═══ Study material ═══
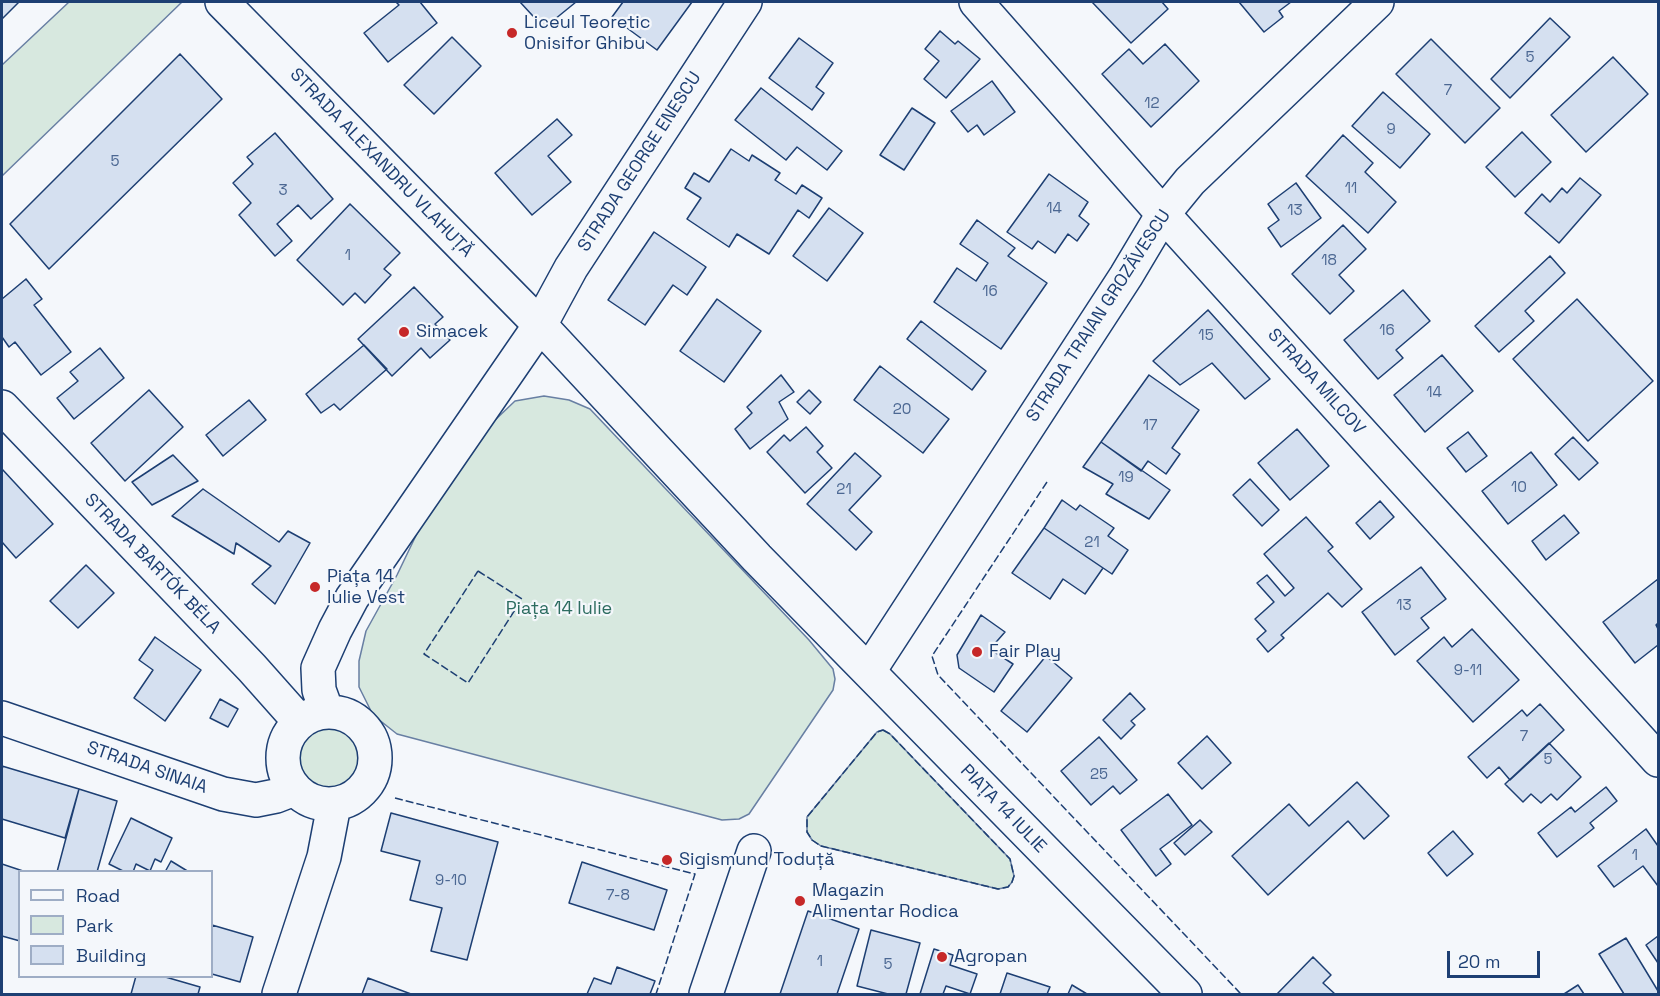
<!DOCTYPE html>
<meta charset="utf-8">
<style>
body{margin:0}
#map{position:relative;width:1660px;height:996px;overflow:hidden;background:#f4f7fb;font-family:"Space Grotesk",sans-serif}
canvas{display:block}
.frame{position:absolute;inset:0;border:3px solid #1d3f73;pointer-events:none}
.legend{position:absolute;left:18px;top:870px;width:195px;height:108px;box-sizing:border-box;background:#f4f7fb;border:2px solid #9eadc5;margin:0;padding:8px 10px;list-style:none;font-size:18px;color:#1d3f73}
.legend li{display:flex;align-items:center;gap:12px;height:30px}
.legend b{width:30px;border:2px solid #9eadc5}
.scale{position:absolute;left:1447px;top:951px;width:93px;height:27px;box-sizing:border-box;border:3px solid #1d3f73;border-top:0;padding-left:8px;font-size:18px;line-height:21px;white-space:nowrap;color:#1d3f73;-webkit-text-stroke:4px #f4f7fb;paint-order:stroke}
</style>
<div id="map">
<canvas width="1660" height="996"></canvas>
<div class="frame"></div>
<ul class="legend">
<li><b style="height:8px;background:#f4f7fb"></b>Road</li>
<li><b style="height:16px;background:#d7e8df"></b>Park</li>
<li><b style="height:16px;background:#d5e0f0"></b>Building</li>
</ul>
<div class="scale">20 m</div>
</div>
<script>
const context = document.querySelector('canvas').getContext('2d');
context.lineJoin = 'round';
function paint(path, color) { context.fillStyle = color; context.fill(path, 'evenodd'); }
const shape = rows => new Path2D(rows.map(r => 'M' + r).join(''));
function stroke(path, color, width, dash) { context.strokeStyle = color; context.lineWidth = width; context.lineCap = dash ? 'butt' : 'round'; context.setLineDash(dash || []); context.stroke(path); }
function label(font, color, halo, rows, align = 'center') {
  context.font = font + ' "Space Grotesk",sans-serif'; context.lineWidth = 4.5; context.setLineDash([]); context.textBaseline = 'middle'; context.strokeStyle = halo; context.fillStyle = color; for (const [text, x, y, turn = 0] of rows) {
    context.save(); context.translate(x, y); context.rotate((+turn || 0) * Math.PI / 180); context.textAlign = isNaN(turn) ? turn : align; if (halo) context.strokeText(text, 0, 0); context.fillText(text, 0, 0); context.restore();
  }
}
const green = shape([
 [69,2,182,2,2,176,2,65,69,2],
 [544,396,569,400,590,409,809,640,833,669,835,679,833,690,749,814,739,819,722,820,397,734,373,715,359,687,359,661,366,631,397,575,422,523,472,442,515,401,544,396],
 '293 758a37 37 0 1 1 74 0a37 37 0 1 1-74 0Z',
 [883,730,890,734,1010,859,1014,876,1012,882,1008,887,998,889,821,846,812,840,807,832,807,817,877,732,883,730]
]);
paint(green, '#d7e8df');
stroke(green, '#687fa3', 1.5);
const building = shape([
 [2,2,19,2,2,19,2,2],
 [396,2,420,2,437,23,388,62,364,33,399,5,396,2],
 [520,2,576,2,544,28,520,2],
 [623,2,692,2,657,50,612,17,623,2],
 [1092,2,1162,2,1168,9,1131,43,1092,2],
 [1239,2,1291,2,1279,11,1283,17,1264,32,1239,2],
 [1550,18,1570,37,1510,98,1491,79,1550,18],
 [940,31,955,44,958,41,980,59,946,98,924,79,939,61,925,49,940,31],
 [452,37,481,66,434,114,404,85,452,37],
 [799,38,833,63,816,87,824,93,812,110,769,78,799,38],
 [1431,39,1500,108,1465,143,1396,74,1431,39],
 [1165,44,1199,81,1151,127,1102,74,1129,49,1143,64,1165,44],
 [180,54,222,99,49,269,10,224,180,54],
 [1613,57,1648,94,1586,152,1551,115,1613,57],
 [992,81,1015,112,984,135,977,125,968,132,951,111,992,81],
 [761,88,842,151,827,170,797,147,786,160,735,120,761,88],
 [1383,92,1430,134,1400,168,1352,126,1383,92],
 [912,108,935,123,904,170,880,155,912,108],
 [557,119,572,135,548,156,571,182,532,215,495,173,557,119],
 [1522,132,1551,162,1515,197,1486,167,1522,132],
 [275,133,333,199,311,219,298,205,277,224,292,241,275,256,239,215,251,203,233,183,253,164,247,157,275,133],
 [1343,135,1373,163,1365,172,1396,202,1368,233,1306,176,1343,135],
 [731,149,749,161,752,155,780,173,775,180,796,194,802,185,822,198,809,218,798,210,769,254,737,234,729,247,687,219,701,198,685,188,694,173,709,182,731,149],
 [1049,174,1088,202,1079,216,1089,224,1077,241,1068,234,1055,253,1038,241,1032,249,1007,232,1049,174],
 [1580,178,1601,195,1559,243,1525,213,1542,194,1550,202,1562,188,1567,193,1580,178],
 [1296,183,1321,218,1281,247,1268,228,1279,220,1268,204,1296,183],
 [350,204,400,253,384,269,391,275,365,303,355,293,343,305,297,260,350,204],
 [829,208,863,233,827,281,793,256,829,208],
 [977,220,1015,248,1008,256,1047,283,1001,349,934,302,957,268,976,281,988,263,960,244,977,220],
 [1343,225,1366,249,1339,275,1354,291,1330,314,1292,274,1343,225],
 [654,232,706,267,687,295,673,285,645,325,608,300,654,232],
 [1550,256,1565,273,1525,311,1534,321,1499,352,1475,326,1550,256],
 [26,279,42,299,34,305,71,352,41,375,15,342,9,347,2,337,2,299,26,279],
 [414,287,443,317,435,324,450,340,430,358,421,348,392,376,358,339,414,287],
 [1403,290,1430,321,1396,350,1403,358,1378,379,1344,340,1403,290],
 [717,299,761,331,724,382,680,351,717,299],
 [1577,299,1653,381,1588,441,1513,359,1577,299],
 [1208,310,1270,379,1245,399,1212,363,1180,385,1153,361,1208,310],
 [921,321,986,371,972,390,907,339,921,321],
 [364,345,387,369,340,410,334,404,321,413,306,394,364,345],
 [100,348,124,378,74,419,57,398,78,381,70,372,100,348],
 [1442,355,1473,391,1425,432,1394,395,1442,355],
 [880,366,949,419,923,453,854,400,880,366],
 [781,375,794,392,779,402,788,419,750,449,735,429,752,413,747,407,781,375],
 [1149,375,1199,410,1172,448,1180,454,1166,474,1148,461,1141,471,1101,442,1149,375],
 [149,390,183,427,125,481,91,443,149,390],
 [809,390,821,402,810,414,797,402,809,390],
 [249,400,266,420,223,456,206,435,249,400],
 [806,427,823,446,817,452,832,468,805,493,767,452,784,435,790,441,806,427],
 [1297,429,1329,466,1290,500,1258,463,1297,429],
 [1468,432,1487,456,1466,472,1447,448,1468,432],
 [1573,437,1598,463,1579,480,1555,454,1573,437],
 [1101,442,1170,490,1149,519,1106,494,1113,484,1083,467,1101,442],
 [1531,452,1557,485,1508,524,1482,491,1531,452],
 [855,453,881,476,849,510,872,532,856,550,807,504,855,453],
 [173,455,198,481,152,505,132,482,173,455],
 [2,469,53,524,16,558,2,542,2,469],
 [1250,479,1279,510,1262,526,1233,495,1250,479],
 [203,489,279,542,288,531,310,543,275,604,252,584,271,566,236,543,234,554,172,516,203,489],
 [1062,500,1076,510,1080,505,1114,528,1108,536,1128,550,1112,574,1044,528,1062,500],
 [1380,501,1394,517,1370,539,1356,523,1380,501],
 [1564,515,1579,533,1546,560,1532,541,1564,515],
 [1306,517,1333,547,1328,551,1362,589,1342,607,1328,593,1281,635,1284,638,1268,652,1257,639,1266,631,1255,619,1274,602,1257,583,1267,575,1285,596,1294,588,1264,554,1306,517],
 [1044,528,1103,568,1085,594,1063,579,1050,599,1012,573,1044,528],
 [86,565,114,593,78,628,50,601,86,565],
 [1421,567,1446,599,1421,618,1429,628,1395,655,1362,612,1421,567],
 [1658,579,1658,623,1656,625,1658,629,1658,645,1635,663,1603,622,1658,579],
 [981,615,1005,632,990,649,1013,664,994,692,959,668,957,655,981,615],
 [1472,629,1519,680,1473,722,1417,661,1444,637,1452,647,1472,629],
 [155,637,201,670,165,721,134,698,153,670,139,660,155,637],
 [1046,656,1072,678,1027,732,1001,711,1046,656],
 [1130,693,1145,709,1131,721,1135,725,1121,739,1103,720,1130,693],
 [220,699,238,709,228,727,210,718,220,699],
 [1540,704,1564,730,1510,780,1499,767,1487,778,1468,757,1522,710,1527,716,1540,704],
 [1207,736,1231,763,1202,789,1178,763,1207,736],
 [1099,737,1137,780,1120,794,1113,786,1091,805,1061,771,1099,737],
 [1549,743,1581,777,1557,800,1551,794,1541,803,1531,794,1523,802,1505,784,1549,743],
 [2,766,79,789,65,838,2,819,2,766],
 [1357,782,1389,816,1364,839,1348,821,1268,895,1232,856,1289,804,1309,826,1357,782],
 [1606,787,1617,801,1590,823,1594,828,1557,857,1538,833,1571,807,1575,812,1606,787],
 [79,789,117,801,97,872,57,872,79,789],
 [1168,794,1192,825,1160,849,1171,864,1156,876,1121,830,1168,794],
 [391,813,498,842,467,960,431,951,442,908,410,900,420,861,381,851,391,813],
 [131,818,172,838,161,862,155,859,150,871,136,864,133,872,125,872,109,864,131,818],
 [1200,820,1212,832,1185,855,1174,843,1200,820],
 [1646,829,1658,846,1658,886,1643,866,1614,887,1598,866,1646,829],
 [1453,831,1473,854,1447,876,1428,853,1453,831],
 [171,861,189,872,165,872,171,861],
 [582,862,667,890,654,930,569,903,582,862],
 [2,864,26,872,20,872,20,941,2,936,2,864],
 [808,911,859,929,837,994,780,994,808,911],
 [212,925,253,937,240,982,212,974,212,925],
 [871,930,920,943,906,994,888,994,857,986,871,930],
 [1658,936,1658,963,1646,945,1658,936],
 [1626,938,1658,991,1658,994,1624,994,1599,954,1626,938],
 [934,949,953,955,950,965,977,974,970,994,946,986,943,994,920,994,934,949],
 [1313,957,1331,975,1323,983,1335,994,1277,994,1313,957],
 [617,967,655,981,650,994,587,994,594,978,611,984,617,967],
 [1007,973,1050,987,1047,994,1000,994,1007,973],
 [136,976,162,976,200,987,198,994,131,994,136,976],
 [368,978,411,994,362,994,368,978],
 [1072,985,1087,994,1068,994,1072,985],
 [1578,985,1584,994,1564,994,1578,985]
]);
paint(building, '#d5e0f0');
stroke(building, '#1d3f73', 1.5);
const minor = shape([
 [976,2,1163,214,1658,760],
 [2,407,252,668,300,722],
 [869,671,1126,276,1163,214,1190,181,1377,2],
 '283 758a46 46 0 1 1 92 0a46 46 0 1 1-92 0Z',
 [327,712,319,690,318,668,335,630,352,598,540,325,571,268,745,2],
 [2,718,223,794,256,800,276,796,294,789],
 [279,994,324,857,334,805],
 [706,994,754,851]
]);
const major = shape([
 [222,2,540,325,757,558,1185,994]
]);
stroke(minor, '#1d3f73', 36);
stroke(major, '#1d3f73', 36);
stroke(minor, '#f4f7fb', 33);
stroke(major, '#f4f7fb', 33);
stroke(shape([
 [1047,482,932,656,938,675,1241,994],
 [478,571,522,599,468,683,424,654,478,571],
 [883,730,890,734,1010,859,1014,876,1012,882,1008,887,998,889,821,846,812,840,807,832,807,817,877,732,883,730],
 [395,798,695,874,656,994]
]), '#1d3f73', 1.5, [8, 3]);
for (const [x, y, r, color] of [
 [512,33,6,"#c62828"],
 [404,332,6,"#c62828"],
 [315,587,6,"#c62828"],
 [977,652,6,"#c62828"],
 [667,860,6,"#c62828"],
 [800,901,6,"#c62828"],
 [942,957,6,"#c62828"]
]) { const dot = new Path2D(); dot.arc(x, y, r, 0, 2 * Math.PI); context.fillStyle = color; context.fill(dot); stroke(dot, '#f4f7fb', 2); }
label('15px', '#4b6792', null, [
 ["5",1530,58],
 ["7",1448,91],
 ["12",1152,104],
 ["9",1391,130],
 ["5",115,162],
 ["11",1351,189],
 ["3",283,191],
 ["14",1054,209],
 ["13",1295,211],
 ["1",348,256],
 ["18",1329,261],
 ["16",990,292],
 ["16",1387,331],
 ["15",1206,336],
 ["14",1434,393],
 ["20",902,410],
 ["17",1150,426],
 ["19",1126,478],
 ["10",1519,488],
 ["21",844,490],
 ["21",1092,543],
 ["13",1404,606],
 ["9-11",1468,671],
 ["7",1524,737],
 ["5",1548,760],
 ["25",1099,775],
 ["1",1635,856],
 ["9-10",451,881],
 ["7-8",618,896],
 ["1",820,962],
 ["5",888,965]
]);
label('18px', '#1d3f73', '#f4f7fb', [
 ["Liceul Teoretic",524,23],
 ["Onisifor Ghibu",524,44],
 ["Simacek",416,332],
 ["Piața 14",327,577],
 ["Iulie Vest",327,598],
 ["Fair Play",989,652],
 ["Sigismund Toduță",679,860],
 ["Magazin",812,891],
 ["Alimentar Rodica",812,912],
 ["Agropan",954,957]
], 'left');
label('18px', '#1d3f73', '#f4f7fb', [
 ["STRADA GEORGE ENESCU",640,162,-57],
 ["STRADA ALEXANDRU VLAHUȚĂ",381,163,46],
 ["STRADA TRAIAN GROZĂVESCU",1099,316,-57],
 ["STRADA MILCOV",1316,382,48],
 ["STRADA BARTÓK BÉLA",152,564,46],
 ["STRADA SINAIA",147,768,19],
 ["PIAȚA 14 IULIE",1003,809,46]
]);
label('18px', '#2c6c60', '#f4f7fb', [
 ["Piața 14 Iulie",559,609]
]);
</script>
═══
◆ **Instructions to follow**
Go line by line through the data above and report each one that holds the string "strokeStyle".

◆ **Expected answer**
function stroke(path, color, width, dash) { context.strokeStyle = color; context.lineWidth = width; context.lineCap = dash ? 'butt' : 'round'; context.setLineDash(dash || []); context.stroke(path); }
  context.font = font + ' "Space Grotesk",sans-serif'; context.lineWidth = 4.5; context.setLineDash([]); context.textBaseline = 'middle'; context.strokeStyle = halo; context.fillStyle = color; for (const [text, x, y, turn = 0] of rows) {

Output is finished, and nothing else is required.